Kartik Dudeja

Posted on Aug 15 • Edited on Aug 30

OpenTelemetry in Action on Kubernetes: Part 9 - Cluster-Level Observability with OpenTelemetry Agent + Gateway

#opentelemetry #kubernetes #observability

Welcome to the grand finale of our observability series! So far, we’ve added visibility into our application through logs, metrics, and traces — all flowing beautifully into Grafana via OpenTelemetry Collector.

But there’s still one big puzzle piece left: the Kubernetes cluster itself.

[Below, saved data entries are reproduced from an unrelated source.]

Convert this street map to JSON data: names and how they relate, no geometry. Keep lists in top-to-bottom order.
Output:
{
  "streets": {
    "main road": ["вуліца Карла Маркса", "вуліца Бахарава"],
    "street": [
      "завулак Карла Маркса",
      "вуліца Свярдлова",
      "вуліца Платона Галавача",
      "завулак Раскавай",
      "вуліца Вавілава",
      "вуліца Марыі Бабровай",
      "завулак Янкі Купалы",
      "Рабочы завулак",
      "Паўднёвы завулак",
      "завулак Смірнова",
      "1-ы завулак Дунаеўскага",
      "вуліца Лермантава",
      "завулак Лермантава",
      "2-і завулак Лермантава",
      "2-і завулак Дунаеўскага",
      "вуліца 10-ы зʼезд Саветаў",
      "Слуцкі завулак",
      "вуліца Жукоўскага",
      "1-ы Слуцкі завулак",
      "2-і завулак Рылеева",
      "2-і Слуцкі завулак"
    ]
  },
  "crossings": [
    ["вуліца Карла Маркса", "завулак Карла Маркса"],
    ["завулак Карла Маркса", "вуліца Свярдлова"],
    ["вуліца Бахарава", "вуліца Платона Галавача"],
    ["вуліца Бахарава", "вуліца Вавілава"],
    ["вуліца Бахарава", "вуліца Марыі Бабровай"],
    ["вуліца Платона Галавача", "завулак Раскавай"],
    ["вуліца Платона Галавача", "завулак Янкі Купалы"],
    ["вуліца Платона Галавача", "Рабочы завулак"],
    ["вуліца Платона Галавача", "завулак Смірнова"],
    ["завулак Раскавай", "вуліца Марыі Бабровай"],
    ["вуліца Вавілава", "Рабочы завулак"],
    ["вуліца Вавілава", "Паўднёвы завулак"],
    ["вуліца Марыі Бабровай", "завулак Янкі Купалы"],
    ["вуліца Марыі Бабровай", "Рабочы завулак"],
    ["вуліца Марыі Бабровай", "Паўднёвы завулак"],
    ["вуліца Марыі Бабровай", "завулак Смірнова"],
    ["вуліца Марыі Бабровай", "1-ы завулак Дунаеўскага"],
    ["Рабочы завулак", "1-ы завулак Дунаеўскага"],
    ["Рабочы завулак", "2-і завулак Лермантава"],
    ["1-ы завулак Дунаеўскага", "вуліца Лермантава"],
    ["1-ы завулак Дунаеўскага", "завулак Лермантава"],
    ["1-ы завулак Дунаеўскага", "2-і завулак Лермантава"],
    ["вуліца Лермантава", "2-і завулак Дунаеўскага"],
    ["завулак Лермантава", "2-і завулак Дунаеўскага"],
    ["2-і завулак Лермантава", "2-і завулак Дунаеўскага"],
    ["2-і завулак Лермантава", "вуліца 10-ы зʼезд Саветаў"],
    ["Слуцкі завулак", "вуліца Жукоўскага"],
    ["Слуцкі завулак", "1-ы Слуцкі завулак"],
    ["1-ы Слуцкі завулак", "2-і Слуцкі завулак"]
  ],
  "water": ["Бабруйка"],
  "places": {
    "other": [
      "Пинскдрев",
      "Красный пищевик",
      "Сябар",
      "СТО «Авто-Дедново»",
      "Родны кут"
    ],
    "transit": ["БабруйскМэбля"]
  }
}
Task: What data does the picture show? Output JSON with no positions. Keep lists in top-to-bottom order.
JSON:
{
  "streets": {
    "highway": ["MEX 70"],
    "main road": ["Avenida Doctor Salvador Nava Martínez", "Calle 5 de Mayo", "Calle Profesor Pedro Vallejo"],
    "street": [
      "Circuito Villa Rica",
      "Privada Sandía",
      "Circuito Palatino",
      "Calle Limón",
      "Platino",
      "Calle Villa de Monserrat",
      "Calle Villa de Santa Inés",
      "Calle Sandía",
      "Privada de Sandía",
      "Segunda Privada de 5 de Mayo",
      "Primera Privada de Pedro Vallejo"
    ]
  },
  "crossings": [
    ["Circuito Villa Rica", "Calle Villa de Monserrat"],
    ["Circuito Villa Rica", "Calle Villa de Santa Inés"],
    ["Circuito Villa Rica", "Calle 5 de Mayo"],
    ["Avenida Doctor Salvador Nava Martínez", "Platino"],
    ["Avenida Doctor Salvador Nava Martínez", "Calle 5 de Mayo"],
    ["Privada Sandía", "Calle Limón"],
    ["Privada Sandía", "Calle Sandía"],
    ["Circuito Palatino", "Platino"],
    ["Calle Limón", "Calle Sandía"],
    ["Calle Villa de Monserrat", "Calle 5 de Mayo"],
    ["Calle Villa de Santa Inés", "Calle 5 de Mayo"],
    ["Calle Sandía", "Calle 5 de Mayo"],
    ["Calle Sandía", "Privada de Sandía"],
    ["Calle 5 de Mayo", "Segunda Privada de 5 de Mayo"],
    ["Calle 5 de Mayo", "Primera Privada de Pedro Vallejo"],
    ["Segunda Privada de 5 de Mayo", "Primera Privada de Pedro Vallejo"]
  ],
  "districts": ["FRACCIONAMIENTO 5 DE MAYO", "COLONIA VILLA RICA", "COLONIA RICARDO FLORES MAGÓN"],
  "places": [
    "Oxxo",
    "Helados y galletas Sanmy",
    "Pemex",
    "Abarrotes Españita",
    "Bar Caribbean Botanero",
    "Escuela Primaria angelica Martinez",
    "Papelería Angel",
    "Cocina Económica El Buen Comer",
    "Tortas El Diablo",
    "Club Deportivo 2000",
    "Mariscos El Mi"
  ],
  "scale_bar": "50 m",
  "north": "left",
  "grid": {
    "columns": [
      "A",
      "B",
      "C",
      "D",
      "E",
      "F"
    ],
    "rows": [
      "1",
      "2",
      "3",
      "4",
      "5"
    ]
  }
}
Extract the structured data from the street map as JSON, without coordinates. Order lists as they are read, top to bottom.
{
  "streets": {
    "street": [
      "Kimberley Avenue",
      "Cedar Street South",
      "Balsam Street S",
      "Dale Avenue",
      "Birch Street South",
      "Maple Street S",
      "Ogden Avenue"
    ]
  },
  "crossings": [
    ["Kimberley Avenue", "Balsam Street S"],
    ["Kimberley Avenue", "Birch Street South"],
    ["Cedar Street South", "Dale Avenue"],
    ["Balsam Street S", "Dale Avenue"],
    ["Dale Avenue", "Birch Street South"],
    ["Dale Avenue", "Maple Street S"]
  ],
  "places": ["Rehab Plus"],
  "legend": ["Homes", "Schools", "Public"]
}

In this final part, we’ll:

Collect host and node-level metrics using hostmetrics
Deploy a centralized Collector in Deployment mode (gateway)
Introduce ServiceAccount for permissions
Collect Kubernetes control plane metrics using k8s_cluster
Use the debug exporter to troubleshoot data pipelines
And finally, conclude the series with a high-level recap

Why Cluster-Level Observability Matters

While we've focused on application telemetry so far, it's just one piece of the puzzle. For full visibility, we must also observe the Kubernetes cluster itself — the infrastructure running our apps.

Cluster observability helps us:

Monitor node health and resource usage
Track control plane performance (API server, scheduler, etc.)
Understand pod scheduling and evictions
Improve scaling decisions
Troubleshoot infrastructure-level issues
Strengthen security and governance

In short, without visibility into the cluster, you're flying blind. This part of the series ensures you're watching not just the app, but the platform beneath it.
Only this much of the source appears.